I've experimented with Open Telemetry, and its flagrantly wasteful data representations make me depressed.

Why must everything be JSON!?

nijave · 2025-06-21T18:13:59 1750529639

I think Prometheus works similar to this with some other tricks like compressing metric names.

OTEL can do gRPC and a storage backend can encode that however it wants. However, I do agree it doesn't seem like efficiency was at the forefront when designing OTEL

valyala · 2025-06-22T12:52:17 1750596737

These tricks are essential for every database optimized for metrics / logs / traces. For example, you can read on how VictoriaMetrics can compress production metrics to less than a byte per sample (every sample includes metric name, key=value labels, numeric metric value and metric timestamp with millisecond precision). https://faun.pub/victoriametrics-achieving-better-compressio...

pdimitar · 2025-06-21T20:52:58 1750539178

Very curious to read your code doing it. Thought of a very similar approach but never had the time. Are you keeping it somewhere?

jiggawatts · 2025-06-22T01:07:03 1750554423

I only ever got it to a proof of concept. The back end worked as advertised, the issue was that there are too many bugs in WMI so collecting that many performance counters had weird side effects.

Google was doing something comparable internally and this spawned some fun blog titles like “I have 64 cores but I can’t even move my mouse cursor.”

pdimitar · 2025-06-22T09:15:18 1750583718

Ah, I don't mean the Windows-specific stuff. I mean the binary diffing and RLE.

While not difficult, I am just curious how others approached it.

ofrzeta · 2025-06-21T11:22:57 1750504977

> Dropping valuable observability data to save space is usually shortsighted

That's a bit of a blanket statement, too :) I've seen many systems where a lot of stuff is logged without much thought. "Connection to database successful" - does this need to be logged on every connection request? Log level info, warning, debug? Codebases are full of this.

nijave · 2025-06-21T18:10:24 1750529424

Yes, it allows you to bisect a program to see the block of code between log statements where the program malfunctioned. More log statements slice the code into smaller blocks meaning less places to look.

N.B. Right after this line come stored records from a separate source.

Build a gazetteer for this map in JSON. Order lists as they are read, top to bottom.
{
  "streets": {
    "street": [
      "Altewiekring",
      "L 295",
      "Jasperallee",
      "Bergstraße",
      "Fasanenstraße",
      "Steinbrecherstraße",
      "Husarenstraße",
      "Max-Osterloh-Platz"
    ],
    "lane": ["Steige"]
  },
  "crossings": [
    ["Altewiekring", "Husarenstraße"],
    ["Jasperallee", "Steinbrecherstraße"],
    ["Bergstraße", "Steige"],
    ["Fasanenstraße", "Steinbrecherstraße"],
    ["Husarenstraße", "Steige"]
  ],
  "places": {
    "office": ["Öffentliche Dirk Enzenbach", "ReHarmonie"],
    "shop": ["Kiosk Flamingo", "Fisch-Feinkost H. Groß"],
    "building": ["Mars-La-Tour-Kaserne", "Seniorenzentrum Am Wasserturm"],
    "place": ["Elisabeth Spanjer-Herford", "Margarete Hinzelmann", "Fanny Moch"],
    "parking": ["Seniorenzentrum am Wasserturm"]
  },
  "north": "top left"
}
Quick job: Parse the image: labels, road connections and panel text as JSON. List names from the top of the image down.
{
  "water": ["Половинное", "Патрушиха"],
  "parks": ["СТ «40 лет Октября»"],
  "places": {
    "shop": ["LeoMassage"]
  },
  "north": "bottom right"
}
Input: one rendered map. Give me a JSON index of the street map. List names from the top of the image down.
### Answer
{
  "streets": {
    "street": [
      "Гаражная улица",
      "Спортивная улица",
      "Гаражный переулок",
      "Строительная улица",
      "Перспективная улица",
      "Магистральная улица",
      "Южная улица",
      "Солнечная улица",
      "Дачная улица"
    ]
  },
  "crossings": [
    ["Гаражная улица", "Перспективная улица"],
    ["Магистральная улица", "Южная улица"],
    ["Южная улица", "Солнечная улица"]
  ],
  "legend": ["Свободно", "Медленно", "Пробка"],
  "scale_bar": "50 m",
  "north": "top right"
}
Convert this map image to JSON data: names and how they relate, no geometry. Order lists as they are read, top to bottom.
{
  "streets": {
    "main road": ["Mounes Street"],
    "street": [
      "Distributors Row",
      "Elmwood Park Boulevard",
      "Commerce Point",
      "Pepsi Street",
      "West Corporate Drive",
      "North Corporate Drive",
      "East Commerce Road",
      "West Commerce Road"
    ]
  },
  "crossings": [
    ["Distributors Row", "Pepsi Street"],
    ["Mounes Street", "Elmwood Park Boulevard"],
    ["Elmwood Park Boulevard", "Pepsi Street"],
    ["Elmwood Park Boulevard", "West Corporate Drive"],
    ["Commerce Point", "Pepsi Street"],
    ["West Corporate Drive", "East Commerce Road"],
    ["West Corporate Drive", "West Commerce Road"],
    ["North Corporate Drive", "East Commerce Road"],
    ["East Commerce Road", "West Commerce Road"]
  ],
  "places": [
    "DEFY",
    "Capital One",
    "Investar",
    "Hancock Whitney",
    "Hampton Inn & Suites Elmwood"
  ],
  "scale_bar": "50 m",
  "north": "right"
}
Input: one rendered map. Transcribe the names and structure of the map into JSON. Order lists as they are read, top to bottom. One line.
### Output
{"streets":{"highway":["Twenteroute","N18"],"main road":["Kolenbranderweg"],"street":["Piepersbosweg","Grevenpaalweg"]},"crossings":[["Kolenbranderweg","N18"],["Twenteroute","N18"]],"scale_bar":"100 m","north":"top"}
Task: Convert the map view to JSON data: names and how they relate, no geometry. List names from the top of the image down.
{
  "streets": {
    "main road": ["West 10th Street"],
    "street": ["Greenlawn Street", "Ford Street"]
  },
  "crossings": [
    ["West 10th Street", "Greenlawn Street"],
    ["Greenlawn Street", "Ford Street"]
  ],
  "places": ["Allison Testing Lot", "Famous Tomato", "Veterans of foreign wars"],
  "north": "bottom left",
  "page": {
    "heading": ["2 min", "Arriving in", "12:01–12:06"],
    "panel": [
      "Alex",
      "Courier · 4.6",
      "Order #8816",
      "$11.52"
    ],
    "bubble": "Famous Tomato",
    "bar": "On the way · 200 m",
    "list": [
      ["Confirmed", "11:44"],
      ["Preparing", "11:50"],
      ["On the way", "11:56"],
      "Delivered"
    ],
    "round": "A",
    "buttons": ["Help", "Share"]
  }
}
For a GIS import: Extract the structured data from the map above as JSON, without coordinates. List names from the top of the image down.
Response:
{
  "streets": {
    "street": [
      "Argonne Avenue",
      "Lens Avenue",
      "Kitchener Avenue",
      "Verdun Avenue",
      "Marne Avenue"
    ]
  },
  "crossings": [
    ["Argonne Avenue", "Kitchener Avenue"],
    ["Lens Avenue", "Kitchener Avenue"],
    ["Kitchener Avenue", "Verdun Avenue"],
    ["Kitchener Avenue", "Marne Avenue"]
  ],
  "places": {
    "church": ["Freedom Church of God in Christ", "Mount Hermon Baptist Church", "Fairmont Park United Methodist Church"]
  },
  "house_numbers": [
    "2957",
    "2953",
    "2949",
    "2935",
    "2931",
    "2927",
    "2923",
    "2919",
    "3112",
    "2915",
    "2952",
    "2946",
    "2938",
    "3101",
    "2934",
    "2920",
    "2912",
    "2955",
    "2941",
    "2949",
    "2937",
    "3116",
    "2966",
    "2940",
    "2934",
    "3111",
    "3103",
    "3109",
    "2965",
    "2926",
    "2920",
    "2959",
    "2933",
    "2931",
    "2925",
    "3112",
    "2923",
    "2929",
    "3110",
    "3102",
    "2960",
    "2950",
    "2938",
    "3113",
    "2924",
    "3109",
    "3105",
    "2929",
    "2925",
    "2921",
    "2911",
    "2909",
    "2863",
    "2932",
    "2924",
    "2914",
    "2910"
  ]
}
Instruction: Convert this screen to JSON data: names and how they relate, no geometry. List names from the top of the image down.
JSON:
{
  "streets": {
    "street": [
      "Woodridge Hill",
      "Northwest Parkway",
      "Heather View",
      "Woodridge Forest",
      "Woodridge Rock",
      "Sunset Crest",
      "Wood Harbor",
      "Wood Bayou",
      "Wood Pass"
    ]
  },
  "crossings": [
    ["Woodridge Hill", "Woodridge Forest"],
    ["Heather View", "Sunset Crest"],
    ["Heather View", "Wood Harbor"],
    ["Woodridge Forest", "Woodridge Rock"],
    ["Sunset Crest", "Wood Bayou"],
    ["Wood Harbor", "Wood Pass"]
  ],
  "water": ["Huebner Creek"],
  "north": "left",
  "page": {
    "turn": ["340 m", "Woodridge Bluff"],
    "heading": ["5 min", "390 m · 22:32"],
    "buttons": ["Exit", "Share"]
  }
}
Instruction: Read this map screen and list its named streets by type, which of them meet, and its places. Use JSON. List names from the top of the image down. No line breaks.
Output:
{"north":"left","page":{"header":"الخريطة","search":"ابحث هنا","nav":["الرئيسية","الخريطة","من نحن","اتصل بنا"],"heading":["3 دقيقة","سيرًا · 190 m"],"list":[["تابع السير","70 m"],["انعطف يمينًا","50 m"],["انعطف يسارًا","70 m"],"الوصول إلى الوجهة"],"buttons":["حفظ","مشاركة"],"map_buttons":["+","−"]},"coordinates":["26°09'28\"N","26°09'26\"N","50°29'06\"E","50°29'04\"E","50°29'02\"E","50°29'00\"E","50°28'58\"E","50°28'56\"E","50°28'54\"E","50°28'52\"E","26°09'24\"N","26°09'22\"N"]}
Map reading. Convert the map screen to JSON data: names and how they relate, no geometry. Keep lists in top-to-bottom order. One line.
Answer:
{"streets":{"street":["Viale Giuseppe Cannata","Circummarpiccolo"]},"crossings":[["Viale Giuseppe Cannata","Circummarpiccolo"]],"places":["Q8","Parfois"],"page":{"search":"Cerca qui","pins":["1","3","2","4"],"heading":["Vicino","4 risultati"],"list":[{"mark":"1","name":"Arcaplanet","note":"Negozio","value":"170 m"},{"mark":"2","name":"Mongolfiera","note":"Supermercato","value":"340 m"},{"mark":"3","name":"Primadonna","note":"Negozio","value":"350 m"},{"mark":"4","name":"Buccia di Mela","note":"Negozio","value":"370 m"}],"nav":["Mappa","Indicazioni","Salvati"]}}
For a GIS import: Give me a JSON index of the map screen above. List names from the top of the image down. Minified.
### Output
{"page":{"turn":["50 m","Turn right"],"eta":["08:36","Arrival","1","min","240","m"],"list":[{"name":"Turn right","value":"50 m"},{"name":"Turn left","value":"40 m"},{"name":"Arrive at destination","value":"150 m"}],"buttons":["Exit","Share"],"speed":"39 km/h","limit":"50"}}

citrin_ru · 2025-06-21T11:56:50 1750507010

Probably not very useful for prod (non debug) logging, but it’s useful when such events are tracked in metrics (success/failure, connect/response times). And modern databases (including ClickHouse) can compress metrics efficiently so not much space will be spent on a few metrics.

throwaway0665 · 2025-06-21T11:40:39 1750506039

There's always another log that could have been key to getting to the bottom of an incident. It's impossible to know completely what will be useful in advance.

vidro3 · 2025-06-21T23:32:06 1750548726

in our app each user polls for a resource availability every 5 mins. do we really need "connection successful" 500x per minute? i dont see this as breaking up the logs into smaller sections. i see it as noise. i'd much rather have a ton of "connection failed" whenever that occurs than the "success" constantly

CSDude · 2025-06-08T06:58:40 1749365920

I agree that education needs overhaul, it's scary for new comers, AI can make mistakes that you need to be careful (so does old StackOverflow answers) but let’s be honest: Most employers aren’t paying for your art or your dopamine.

throw93484i4 · 2025-06-08T07:11:50 1749366710

Most employers aren’t paying for your degrees!

Universities as we know them are obsolete.

CSDude · 2025-04-02T06:46:55 1743576415

I love the option for "Use a solid color background:" is Windows 95 background color. I love that color.

CSDude · 2025-03-18T16:30:39 1742315439

I’d commit 5000$ for a 20 inch macbook

CSDude · 2025-03-14T06:02:03 1741932123

For years, I just didn't get why replicated databases always stick with EBS and deal with its latency. Like, replication is already there, why not be brave and just go with local disks? At my previous orgs, where we ran Elasticsearch for temporary logs/metrics storage, I proposed we do exactly that since we didn't even have major reliability requirements. But I couldn't convince them back then, we ended up with even worse AWS Elasticsearch.

I get that local disks are finite, yeah, but I think the core/memory/disk ratio would be good enough for most use cases, no? There are plenty of local disk instances with different ratios as well, so I think a good balance could be found. You could even use local hard disk ones with 20TB+ disks for implementing hot/cold storage.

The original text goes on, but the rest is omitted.